The report was compiled by the World Wealth and Income Database.
It said inequality in India has risen substantially since the 1980s following "profound transformations in an economy that centered on the implementation of deregulation and opening-up reforms."
"In 2014, the share of national income captured by India's top 1 percent of earners was 22 percent, while the share of the top 10 percent of earners was around 56 percent. The top 0.1 percent of earners has continued to capture more growth than all those in the bottom 50 percent combined.
"This rising inequality contrasts to the 30 years following the country's independence in 1947, when income inequality was widely reduced and the incomes of the bottom 50 percent grew at a faster rate than the national average," the report added.
"The fact that inequality trends vary so greatly among countries, even when countries share similar levels of development, highlights the important role of national policies in shaping inequality. For instance, consider China and India since 1980: China recorded much higher growth rates with significantly lower inequality levels than India. The positive conclusion of the World Inequality Report is that policy matters a lot," said Lucas Chancel, general coordinator of the report.
"Since 1980, income inequality has increased rapidly in North America, China, India, and Russia, while growing moderately in Europe. However, there are exceptions to this pattern: in the Middle East, sub-Saharan Africa, and Brazil, income inequality has remained relatively stable, at extremely high levels," the report said.
The statement said the research aimed to contribute to a more informed global democratic debate on economic inequality by bringing the most up-to-date and comprehensive data to the public discussion.

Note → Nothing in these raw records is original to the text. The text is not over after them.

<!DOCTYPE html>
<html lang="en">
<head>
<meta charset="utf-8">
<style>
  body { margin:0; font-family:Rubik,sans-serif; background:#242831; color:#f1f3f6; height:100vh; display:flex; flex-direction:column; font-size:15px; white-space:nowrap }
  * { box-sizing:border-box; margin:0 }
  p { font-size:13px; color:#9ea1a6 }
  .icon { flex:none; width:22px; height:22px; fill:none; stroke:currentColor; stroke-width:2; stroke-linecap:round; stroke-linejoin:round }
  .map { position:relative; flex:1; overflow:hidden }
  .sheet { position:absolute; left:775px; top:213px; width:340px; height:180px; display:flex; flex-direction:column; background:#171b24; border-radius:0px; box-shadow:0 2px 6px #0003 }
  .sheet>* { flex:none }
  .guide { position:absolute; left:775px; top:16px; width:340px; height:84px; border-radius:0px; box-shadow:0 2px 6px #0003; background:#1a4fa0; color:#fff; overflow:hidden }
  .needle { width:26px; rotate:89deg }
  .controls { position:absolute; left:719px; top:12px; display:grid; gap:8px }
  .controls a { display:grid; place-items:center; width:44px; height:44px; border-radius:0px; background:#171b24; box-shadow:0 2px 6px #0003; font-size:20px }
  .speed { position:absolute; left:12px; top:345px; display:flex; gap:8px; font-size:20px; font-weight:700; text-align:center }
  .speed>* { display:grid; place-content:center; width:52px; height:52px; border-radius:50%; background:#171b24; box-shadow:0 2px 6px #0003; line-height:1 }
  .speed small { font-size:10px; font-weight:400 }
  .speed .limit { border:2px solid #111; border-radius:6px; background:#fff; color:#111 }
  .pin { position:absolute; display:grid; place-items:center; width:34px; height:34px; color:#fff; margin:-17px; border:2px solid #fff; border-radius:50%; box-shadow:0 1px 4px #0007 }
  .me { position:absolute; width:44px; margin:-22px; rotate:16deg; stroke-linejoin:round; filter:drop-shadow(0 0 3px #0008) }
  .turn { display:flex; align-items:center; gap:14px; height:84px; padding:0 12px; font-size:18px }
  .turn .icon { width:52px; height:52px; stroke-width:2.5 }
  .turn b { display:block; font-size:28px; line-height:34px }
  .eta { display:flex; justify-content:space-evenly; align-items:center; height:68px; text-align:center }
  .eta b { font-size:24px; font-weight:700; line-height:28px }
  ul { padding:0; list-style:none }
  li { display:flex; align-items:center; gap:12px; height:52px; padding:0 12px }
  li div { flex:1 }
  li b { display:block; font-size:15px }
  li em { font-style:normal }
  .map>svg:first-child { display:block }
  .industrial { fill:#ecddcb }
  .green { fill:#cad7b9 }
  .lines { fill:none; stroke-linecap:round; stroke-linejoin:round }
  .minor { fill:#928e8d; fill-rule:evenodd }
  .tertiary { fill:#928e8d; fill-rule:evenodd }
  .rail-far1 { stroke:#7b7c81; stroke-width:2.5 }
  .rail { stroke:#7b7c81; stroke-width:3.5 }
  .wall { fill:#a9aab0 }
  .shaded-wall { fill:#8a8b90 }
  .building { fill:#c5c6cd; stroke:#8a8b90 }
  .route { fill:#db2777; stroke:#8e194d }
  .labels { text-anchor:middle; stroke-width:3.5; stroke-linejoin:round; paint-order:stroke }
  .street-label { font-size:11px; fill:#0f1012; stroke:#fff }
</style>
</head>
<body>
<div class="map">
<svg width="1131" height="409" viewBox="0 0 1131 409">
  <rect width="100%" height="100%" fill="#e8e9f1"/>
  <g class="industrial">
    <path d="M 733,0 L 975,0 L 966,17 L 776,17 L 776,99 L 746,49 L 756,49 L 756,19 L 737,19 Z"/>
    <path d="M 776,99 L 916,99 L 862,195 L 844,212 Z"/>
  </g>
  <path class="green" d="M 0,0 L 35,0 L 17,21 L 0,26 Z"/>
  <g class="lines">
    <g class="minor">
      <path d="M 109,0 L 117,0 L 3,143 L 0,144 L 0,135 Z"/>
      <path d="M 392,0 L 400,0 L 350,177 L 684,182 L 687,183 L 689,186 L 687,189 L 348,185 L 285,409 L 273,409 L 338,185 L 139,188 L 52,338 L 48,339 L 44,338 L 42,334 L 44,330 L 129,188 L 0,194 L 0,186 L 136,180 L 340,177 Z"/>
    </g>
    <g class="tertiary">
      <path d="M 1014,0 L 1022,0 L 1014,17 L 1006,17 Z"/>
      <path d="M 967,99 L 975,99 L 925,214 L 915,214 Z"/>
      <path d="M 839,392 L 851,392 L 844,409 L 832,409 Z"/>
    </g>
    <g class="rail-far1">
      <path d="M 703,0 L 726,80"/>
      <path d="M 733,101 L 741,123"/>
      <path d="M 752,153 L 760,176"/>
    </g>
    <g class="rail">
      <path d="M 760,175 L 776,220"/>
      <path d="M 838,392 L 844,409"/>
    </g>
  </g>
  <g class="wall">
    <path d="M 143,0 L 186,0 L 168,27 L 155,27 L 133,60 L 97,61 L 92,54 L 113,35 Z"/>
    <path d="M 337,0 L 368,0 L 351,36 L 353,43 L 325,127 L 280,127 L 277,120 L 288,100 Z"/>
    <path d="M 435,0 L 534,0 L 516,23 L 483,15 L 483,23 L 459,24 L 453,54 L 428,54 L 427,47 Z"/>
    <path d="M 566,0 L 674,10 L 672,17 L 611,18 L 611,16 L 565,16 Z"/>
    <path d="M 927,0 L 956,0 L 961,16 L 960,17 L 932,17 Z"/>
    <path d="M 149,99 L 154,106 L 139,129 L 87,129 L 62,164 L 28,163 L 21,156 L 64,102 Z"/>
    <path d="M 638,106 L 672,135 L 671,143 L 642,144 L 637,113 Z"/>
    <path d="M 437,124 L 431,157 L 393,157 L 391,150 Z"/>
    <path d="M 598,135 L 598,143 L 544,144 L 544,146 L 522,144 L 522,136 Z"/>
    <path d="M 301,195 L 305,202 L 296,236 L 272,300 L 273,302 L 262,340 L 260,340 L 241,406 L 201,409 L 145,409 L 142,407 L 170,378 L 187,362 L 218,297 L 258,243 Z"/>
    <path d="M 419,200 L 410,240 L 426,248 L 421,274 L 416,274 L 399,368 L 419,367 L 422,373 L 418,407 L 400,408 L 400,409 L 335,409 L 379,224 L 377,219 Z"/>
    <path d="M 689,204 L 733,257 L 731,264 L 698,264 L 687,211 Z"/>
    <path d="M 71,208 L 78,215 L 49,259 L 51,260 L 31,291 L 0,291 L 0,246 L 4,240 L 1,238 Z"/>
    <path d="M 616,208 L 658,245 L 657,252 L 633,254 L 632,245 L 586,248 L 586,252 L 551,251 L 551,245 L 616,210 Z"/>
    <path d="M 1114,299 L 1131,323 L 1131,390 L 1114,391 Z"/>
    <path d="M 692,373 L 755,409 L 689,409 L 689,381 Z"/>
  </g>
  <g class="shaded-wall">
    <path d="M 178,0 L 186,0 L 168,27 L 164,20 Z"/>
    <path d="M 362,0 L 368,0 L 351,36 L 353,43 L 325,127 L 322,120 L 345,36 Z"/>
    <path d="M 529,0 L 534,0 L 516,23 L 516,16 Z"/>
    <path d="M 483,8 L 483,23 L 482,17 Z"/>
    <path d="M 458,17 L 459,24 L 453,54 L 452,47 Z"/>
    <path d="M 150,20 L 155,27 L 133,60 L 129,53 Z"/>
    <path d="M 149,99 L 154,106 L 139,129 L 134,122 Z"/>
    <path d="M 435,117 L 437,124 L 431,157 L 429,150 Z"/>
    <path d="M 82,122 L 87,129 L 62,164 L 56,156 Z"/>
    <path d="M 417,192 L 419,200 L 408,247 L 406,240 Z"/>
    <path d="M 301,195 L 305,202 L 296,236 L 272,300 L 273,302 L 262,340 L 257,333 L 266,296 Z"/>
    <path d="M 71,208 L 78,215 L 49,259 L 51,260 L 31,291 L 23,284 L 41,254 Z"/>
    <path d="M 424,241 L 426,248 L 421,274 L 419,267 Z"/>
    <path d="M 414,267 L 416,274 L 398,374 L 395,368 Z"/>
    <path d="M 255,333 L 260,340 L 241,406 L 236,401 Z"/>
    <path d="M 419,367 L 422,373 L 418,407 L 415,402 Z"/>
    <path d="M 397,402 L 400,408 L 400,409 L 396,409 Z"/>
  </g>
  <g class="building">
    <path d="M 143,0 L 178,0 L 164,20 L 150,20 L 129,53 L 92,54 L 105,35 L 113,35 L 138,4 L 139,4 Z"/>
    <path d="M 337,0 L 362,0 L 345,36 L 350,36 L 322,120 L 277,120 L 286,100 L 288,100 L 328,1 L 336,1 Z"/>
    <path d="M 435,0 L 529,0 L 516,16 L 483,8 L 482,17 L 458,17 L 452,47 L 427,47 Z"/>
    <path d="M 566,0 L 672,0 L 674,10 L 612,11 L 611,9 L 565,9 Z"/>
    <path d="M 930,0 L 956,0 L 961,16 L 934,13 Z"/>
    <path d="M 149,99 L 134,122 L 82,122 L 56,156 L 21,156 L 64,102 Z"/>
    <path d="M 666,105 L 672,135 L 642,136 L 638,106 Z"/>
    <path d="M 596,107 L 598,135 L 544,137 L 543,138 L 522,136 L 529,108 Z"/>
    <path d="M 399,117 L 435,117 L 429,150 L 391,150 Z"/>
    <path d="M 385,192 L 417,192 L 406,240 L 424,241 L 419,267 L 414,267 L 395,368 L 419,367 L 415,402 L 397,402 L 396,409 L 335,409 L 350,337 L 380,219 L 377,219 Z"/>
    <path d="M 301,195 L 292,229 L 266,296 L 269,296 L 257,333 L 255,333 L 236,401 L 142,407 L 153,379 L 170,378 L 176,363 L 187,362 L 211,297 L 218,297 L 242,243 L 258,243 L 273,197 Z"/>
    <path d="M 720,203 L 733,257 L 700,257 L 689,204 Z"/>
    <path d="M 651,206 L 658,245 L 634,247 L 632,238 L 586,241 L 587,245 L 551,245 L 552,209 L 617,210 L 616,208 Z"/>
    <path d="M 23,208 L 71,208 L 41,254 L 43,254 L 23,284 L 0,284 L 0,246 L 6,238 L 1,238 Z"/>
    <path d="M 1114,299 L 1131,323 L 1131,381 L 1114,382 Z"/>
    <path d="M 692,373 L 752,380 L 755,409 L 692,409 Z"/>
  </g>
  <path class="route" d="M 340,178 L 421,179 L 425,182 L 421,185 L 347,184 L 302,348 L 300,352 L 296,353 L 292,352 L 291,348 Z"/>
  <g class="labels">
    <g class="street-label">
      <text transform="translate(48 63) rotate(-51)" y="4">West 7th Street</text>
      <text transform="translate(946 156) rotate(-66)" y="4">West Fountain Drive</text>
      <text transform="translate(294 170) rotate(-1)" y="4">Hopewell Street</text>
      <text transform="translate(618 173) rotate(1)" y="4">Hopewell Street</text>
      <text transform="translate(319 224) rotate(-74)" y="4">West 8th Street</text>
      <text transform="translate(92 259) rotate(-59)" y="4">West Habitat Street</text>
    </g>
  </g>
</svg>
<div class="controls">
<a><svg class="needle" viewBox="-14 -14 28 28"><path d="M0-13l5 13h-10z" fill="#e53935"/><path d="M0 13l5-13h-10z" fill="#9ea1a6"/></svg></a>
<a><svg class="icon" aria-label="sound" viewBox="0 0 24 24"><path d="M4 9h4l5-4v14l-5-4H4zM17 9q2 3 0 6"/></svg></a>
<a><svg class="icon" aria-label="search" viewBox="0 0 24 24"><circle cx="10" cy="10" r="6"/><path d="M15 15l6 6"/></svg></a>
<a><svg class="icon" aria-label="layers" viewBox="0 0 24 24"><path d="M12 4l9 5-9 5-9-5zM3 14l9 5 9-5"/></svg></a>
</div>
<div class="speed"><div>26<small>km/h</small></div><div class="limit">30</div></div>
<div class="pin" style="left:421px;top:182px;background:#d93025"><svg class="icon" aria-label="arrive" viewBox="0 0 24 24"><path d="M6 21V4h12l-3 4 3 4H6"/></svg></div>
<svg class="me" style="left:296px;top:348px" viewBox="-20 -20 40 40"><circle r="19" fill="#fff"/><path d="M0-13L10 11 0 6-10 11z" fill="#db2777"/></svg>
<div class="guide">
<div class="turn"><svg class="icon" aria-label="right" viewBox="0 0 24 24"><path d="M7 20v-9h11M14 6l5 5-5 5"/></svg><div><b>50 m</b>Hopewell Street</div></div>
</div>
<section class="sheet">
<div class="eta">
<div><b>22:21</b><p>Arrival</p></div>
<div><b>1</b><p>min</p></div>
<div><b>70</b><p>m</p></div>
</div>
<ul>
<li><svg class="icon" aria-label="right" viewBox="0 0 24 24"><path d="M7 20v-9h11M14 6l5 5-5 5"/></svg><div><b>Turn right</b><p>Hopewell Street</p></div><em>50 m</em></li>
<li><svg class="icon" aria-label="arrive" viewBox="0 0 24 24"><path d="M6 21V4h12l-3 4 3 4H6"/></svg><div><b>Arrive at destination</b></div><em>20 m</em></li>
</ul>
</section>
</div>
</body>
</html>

"For the first time ever, this report examines how global growth has been shared among individuals in the entire world since the 1980s, with a particular focus on emerging countries where inequality data had previously been sparse or nonexistent," said Thomas Piketty, coordinator of the report.
The report also revealed the dramatic decline in the net wealth of governments over the past decades and the challenges this poses for tackling inequality. Based on the data, the report highlighted promising options to tackle income and wealth inequality - starting with the importance of economic data transparency.
The report stressed the need for more ambitious policies to democratise access to education and well-paying jobs in rich and emerging countries alike.
The statement said the data presented in the report combines in a systematic and transparent manner all available economic data sources, including household surveys, tax receipts, and income and wealth national accounts (including offshore leaks, when available). "This enterprise relies on the analysis of more than 175 million data points on inequality."